The program works directly with the health program of the Anglican Diocese of El Salvador. The focus of this partnership is health promotion and education, and treatment of disease in the geographical areas served by the Anglican Church in El Salvador.

The Central New York team is compromised of health professionals, lay assistants and translators.

The trip is designed to deliver health care to 200 to 300 patients per day.

“It is an honor for me that these students, and our student at JD, are joining us this year,” said Bonnie Adams, a registered nurse.

As the chairperson of the missions trip, she is the school nurse for Manlius Pebble Hill, and will be traveling with the teens. A yearly participant of the trips, Adams said her school always has been willing to help.

“During 2009 and 2010 school years, students at MPH raised money to help renovate a school in Jiquilisco , El Salvador,” she said. “Students from some of the Spanish classes wrote letters to the children at the school. During one of the trips I hand delivered the letters along with pencils and other gifts from MPH.”

The team will travel to different areas of the country each day, providing medical attention to men, women an children who now have extremely limited access to health care.

Spanish teacher Kathleen Ryzewski will be traveling with the teens. All of the students from MPH attend her class, Current Issues in Latin America, an elective for seniors.

“This is a chance for them to use the language they have been studying. This is an opportunity not only to provide community service, but to make a cultural connection with people in another country and to see firsthand the social issues they confront each day, “ she said.

Attendance in the class has increased one student’s desire to help.

“As soon as I heard about the floods and how badly people needed medical assistance, I said, ‘I just have to do it. I just have to help,” said Alex Verbec of Cazenovia. “This is a chance to really become immersed in another culture and help people who desperately need it.

The teens primary responsibilities will be conducting vision screenings to asses people for reading glasses, and health promotions in the form of skits. The skits are designed to provide health information such as proper hand washing, wound care and dental hygiene. The students also will assist in translating between the doctors and patients.

As director of communications for MPH, Susan Gullo is always looking for community service projects in which students can participate.

“MPH looks for making connections between the culture and service. We are always trying for something our students can do to be a part of the community while being aware of the they are studying. This type of service to help the community is part of what our students do, “she said. This is the first trip to a third world country for the students, who raised all the funds for the trip through a variety of fundraisers.

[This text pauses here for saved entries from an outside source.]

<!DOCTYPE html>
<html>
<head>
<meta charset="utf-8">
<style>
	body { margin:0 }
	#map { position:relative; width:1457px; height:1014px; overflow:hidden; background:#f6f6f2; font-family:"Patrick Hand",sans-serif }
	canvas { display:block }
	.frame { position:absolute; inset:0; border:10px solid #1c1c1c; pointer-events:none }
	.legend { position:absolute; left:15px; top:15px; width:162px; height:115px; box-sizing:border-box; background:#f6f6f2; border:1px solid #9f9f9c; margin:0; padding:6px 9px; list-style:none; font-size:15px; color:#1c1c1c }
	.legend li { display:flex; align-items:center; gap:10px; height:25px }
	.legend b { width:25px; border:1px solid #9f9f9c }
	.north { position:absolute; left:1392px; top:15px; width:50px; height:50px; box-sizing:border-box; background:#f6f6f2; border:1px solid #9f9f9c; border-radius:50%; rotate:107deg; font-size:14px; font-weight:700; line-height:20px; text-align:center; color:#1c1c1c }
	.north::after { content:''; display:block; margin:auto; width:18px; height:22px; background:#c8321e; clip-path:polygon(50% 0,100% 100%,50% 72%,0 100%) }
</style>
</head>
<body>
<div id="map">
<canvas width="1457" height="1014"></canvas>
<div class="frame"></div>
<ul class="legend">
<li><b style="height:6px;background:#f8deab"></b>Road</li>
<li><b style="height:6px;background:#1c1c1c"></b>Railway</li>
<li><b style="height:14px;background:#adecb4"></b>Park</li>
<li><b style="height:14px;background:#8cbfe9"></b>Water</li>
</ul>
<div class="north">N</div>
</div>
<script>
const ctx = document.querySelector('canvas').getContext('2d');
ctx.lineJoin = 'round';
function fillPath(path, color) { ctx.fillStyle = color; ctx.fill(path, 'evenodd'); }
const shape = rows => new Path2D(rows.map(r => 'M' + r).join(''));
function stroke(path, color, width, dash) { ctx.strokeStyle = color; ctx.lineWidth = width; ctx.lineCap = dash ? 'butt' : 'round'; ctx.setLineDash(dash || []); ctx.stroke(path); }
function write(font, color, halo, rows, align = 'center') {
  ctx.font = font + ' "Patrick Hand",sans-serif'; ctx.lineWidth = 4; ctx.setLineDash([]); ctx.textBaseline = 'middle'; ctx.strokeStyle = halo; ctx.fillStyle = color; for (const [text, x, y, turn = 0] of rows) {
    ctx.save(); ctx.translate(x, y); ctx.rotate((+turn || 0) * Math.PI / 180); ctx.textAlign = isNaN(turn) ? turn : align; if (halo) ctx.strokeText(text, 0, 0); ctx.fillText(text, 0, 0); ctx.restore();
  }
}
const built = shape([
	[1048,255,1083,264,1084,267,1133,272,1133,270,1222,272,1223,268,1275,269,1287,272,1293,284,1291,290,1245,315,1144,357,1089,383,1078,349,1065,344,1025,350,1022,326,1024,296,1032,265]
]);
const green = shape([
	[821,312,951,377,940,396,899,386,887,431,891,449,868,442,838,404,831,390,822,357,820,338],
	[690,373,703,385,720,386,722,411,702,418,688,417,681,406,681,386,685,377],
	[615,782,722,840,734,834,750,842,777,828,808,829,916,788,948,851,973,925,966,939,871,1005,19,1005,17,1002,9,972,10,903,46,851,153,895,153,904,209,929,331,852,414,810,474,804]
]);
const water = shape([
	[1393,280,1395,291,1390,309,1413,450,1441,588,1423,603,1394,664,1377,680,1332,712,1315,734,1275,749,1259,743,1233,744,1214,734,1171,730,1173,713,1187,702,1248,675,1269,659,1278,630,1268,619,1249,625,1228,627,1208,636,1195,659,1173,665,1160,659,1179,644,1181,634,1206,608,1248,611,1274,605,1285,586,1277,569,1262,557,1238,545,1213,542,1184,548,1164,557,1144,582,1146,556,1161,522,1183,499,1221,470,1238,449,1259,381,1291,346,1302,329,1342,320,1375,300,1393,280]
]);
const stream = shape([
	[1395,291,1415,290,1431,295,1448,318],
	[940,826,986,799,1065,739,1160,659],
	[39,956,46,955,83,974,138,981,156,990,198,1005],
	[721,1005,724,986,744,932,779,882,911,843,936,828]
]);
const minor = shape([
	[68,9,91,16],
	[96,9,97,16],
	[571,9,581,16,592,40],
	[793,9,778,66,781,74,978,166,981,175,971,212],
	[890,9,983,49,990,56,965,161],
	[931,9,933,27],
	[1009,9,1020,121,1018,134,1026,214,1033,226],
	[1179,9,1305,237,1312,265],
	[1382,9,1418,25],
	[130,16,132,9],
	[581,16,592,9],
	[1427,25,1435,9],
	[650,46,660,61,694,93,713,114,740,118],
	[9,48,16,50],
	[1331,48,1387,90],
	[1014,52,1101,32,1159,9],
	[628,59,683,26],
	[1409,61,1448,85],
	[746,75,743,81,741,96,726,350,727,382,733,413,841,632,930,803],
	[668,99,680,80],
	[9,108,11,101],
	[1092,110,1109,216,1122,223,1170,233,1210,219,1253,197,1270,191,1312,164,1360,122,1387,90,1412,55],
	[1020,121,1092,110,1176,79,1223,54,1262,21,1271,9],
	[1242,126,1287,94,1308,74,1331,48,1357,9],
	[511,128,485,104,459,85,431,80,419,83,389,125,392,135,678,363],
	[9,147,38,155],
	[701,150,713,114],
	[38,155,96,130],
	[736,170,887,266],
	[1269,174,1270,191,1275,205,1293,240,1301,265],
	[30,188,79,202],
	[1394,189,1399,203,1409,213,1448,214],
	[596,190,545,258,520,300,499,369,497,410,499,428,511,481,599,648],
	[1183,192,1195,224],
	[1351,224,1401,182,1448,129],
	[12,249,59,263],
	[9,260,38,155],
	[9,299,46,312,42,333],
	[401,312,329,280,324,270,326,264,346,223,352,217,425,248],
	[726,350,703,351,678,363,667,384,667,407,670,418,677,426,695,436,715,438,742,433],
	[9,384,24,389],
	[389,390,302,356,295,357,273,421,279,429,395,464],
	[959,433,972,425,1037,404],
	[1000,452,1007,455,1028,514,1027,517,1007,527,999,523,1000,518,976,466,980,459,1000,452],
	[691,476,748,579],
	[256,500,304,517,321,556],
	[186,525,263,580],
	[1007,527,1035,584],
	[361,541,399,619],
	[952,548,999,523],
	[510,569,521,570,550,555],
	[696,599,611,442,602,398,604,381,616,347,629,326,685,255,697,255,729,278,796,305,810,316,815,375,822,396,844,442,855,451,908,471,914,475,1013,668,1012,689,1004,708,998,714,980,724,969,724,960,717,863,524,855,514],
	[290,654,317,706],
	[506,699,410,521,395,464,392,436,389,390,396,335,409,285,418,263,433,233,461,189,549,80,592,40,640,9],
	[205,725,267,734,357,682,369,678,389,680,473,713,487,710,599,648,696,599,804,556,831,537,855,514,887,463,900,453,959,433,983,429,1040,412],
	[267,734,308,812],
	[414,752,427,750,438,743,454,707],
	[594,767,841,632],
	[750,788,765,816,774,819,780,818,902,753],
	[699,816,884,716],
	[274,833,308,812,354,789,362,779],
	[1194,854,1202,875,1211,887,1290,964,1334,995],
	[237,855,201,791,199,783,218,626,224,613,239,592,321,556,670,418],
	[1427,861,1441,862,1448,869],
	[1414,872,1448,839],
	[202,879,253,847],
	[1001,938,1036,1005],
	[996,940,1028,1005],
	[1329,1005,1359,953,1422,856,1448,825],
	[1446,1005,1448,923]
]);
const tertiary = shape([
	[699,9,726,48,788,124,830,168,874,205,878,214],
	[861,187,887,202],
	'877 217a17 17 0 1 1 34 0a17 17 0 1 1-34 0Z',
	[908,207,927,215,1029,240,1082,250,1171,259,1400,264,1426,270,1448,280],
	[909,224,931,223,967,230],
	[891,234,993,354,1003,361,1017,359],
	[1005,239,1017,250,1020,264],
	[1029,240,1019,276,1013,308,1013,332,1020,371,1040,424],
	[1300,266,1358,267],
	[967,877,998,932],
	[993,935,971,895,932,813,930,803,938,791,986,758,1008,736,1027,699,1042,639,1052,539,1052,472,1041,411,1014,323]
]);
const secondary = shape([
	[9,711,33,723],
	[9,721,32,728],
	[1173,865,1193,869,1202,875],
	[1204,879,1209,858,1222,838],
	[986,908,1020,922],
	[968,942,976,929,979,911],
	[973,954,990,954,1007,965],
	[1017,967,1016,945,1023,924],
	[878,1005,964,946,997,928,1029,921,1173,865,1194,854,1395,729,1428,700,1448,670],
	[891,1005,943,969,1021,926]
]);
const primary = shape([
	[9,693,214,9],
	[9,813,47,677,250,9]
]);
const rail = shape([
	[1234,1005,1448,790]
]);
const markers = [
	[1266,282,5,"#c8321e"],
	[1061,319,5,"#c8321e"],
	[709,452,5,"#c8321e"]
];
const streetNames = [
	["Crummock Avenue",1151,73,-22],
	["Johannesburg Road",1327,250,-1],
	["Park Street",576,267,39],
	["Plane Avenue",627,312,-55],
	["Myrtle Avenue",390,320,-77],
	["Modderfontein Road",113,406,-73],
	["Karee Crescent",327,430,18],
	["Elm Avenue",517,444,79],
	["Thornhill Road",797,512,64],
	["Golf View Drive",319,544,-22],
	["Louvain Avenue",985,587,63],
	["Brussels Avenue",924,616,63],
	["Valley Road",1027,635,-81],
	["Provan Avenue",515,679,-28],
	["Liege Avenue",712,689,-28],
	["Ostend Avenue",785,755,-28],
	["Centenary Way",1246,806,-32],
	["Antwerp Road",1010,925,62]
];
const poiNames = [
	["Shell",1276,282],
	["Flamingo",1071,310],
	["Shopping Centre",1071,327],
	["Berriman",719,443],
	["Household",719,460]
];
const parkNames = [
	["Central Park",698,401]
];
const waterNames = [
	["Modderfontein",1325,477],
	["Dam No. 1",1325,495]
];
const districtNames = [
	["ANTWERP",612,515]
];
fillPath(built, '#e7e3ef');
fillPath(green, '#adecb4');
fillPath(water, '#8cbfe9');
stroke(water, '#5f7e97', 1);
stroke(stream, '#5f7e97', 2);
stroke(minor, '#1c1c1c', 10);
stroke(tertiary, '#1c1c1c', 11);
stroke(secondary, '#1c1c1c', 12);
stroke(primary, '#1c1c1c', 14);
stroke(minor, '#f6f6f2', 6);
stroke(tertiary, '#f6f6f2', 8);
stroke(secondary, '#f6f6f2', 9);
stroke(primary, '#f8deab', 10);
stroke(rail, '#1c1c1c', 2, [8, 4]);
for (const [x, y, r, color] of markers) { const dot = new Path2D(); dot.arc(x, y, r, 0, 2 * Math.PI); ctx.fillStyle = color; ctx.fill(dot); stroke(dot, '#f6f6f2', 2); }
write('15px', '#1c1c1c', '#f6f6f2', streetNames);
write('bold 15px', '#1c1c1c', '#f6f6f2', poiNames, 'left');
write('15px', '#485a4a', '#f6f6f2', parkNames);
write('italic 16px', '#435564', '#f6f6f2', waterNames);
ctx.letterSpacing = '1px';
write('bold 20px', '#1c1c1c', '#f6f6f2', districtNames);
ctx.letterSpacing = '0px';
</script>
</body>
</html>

“ They did everything from gift wrapping over the holidays to babysitting, “ said Gullo.

Morgan Gelfand of Baldwinsville said the trip has been on her to-do list for a while.

“It really wasn’t a decision. I have wanted to do this for awhile,” Gelfand said. “I think it will really benefit me before college to have an experience like this; helping people who are in less fortunate circumstances than my own. “

As a dancer, Anna Rupert, 17, of Syracuse is no stranger to hard work. Preparation and patience are part of her daily life.

Like the other going on the trip, she has been a student of the Spanish language for sometime.

“I thought it would be interesting to visit El Salvador,” she said. “Although, I know this isn‘t a vacation, we are working to help others.

“It will give me perspective on other people,” she added. “We are teaching them the importance of good hygiene. We hear it on the news, but now, we will see it firsthand.”